#### TASK TO CARRY OUT:
Determine how many lines in the entries below contain "button", and output that number alone.

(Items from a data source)

+ + + + + + +

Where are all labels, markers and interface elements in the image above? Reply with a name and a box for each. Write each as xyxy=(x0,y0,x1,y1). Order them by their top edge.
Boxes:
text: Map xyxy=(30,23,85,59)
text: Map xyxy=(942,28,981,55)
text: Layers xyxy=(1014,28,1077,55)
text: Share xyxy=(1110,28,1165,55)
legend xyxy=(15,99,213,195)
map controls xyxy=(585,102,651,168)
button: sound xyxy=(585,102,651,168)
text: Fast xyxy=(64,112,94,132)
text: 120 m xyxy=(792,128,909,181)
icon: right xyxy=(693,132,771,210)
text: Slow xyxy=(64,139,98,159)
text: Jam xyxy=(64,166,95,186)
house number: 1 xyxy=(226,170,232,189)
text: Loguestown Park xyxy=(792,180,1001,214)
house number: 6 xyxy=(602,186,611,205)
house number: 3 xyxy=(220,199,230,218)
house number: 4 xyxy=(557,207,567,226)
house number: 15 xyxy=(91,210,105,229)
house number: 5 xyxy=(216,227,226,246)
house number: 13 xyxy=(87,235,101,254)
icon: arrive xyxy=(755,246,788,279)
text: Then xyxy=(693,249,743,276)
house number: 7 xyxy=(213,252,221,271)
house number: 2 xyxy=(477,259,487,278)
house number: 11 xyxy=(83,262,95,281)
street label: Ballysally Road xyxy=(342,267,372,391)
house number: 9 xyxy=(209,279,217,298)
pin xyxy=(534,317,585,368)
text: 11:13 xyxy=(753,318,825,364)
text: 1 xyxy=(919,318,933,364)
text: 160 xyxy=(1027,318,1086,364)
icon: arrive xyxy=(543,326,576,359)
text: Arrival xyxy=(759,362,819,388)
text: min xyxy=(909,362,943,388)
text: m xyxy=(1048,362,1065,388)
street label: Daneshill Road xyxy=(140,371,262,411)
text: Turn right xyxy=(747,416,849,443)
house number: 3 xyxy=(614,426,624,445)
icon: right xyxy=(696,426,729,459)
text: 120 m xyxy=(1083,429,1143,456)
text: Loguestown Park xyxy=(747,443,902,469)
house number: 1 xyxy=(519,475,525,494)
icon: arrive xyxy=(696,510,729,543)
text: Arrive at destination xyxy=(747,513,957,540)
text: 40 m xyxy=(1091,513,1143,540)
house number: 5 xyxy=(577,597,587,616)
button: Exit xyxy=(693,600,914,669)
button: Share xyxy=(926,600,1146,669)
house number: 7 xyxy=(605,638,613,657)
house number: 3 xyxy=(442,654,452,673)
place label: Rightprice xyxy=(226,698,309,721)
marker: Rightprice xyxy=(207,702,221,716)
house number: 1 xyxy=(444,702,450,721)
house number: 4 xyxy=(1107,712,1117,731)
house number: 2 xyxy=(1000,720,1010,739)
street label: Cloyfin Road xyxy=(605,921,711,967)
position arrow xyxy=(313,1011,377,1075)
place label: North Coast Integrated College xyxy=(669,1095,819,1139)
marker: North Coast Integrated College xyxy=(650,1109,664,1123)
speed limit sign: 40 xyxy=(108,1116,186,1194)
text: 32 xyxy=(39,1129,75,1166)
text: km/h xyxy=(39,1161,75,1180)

+ + + + + + +

#### RESULT FOR THIS EXERCISE:
3